• **WHAT THE TASK REQUIRES**: Filter the records for lines holding the string "symbols".

• **AVAILABLE DATA**:
_ _ _ _
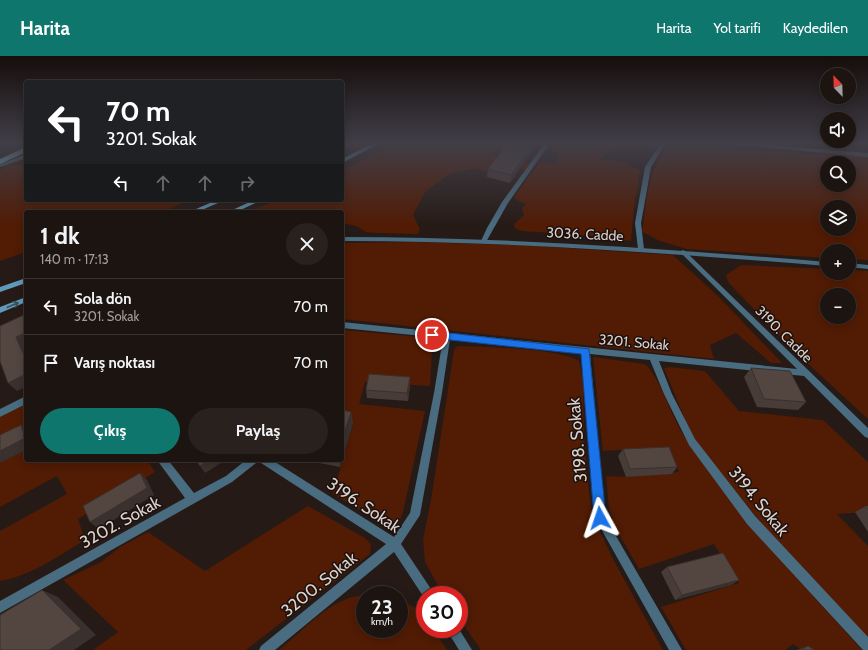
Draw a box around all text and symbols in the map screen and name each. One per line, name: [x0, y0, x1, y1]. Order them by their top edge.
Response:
_ _ _ _
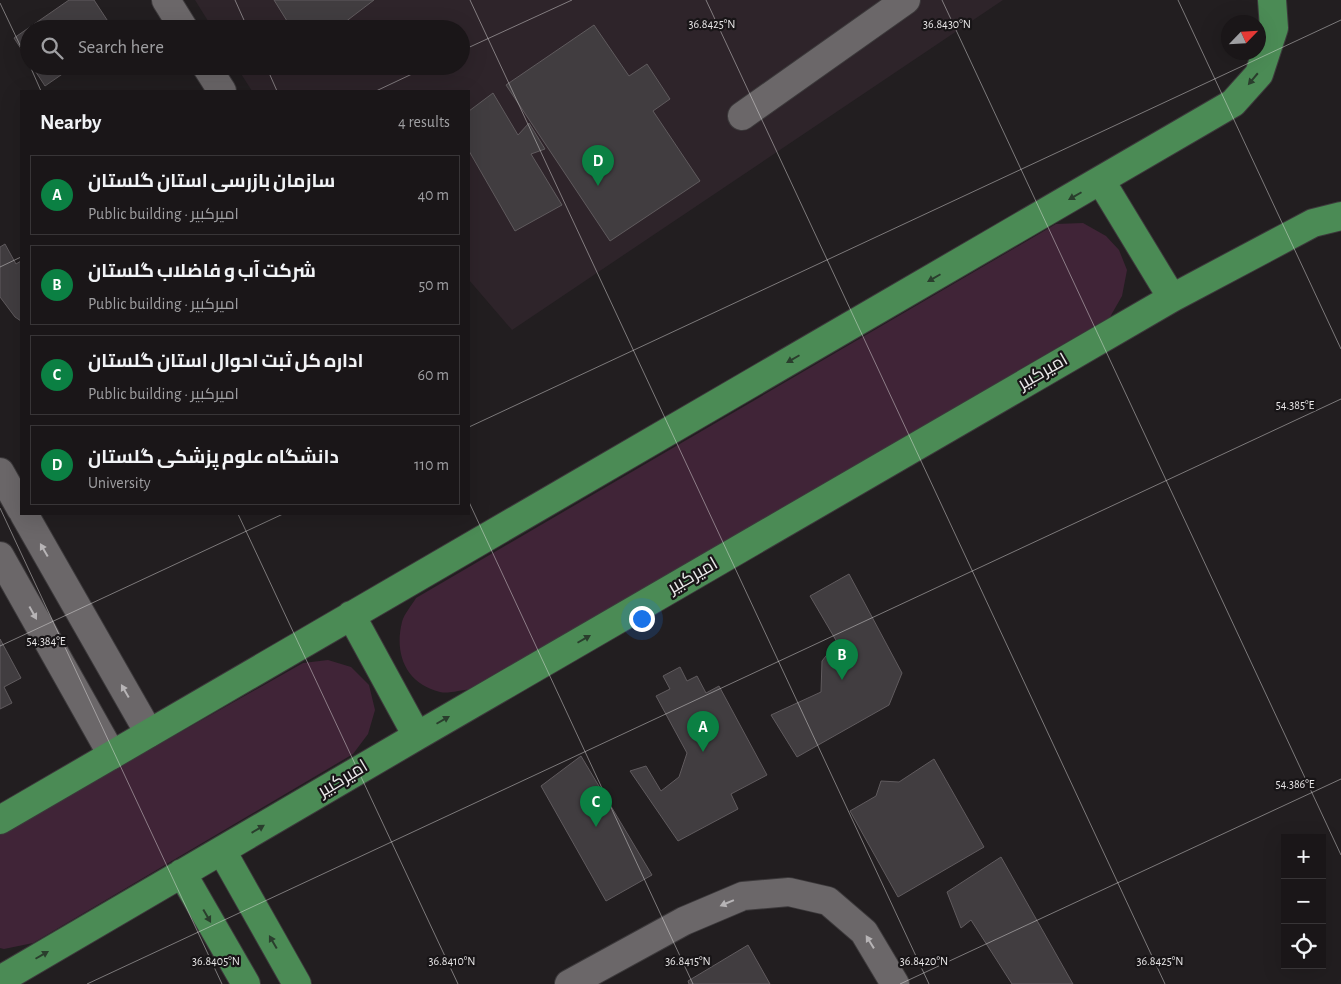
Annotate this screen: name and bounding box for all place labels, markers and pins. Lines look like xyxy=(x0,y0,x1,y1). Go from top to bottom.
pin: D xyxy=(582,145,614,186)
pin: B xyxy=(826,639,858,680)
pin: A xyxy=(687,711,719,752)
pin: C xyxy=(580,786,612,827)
_ _ _ _
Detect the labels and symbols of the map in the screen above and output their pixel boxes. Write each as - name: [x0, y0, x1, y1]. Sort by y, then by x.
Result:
_ _ _ _
• **SOLUTION TO THIS TASK**:
Draw a box around all text and symbols in the map screen and name each. One per line, name: [x0, y0, x1, y1]. Order them by their top edge.
Detect the labels and symbols of the map in the screen above and output their pixel boxes. Write each as - name: [x0, y0, x1, y1]. Sort by y, then by x.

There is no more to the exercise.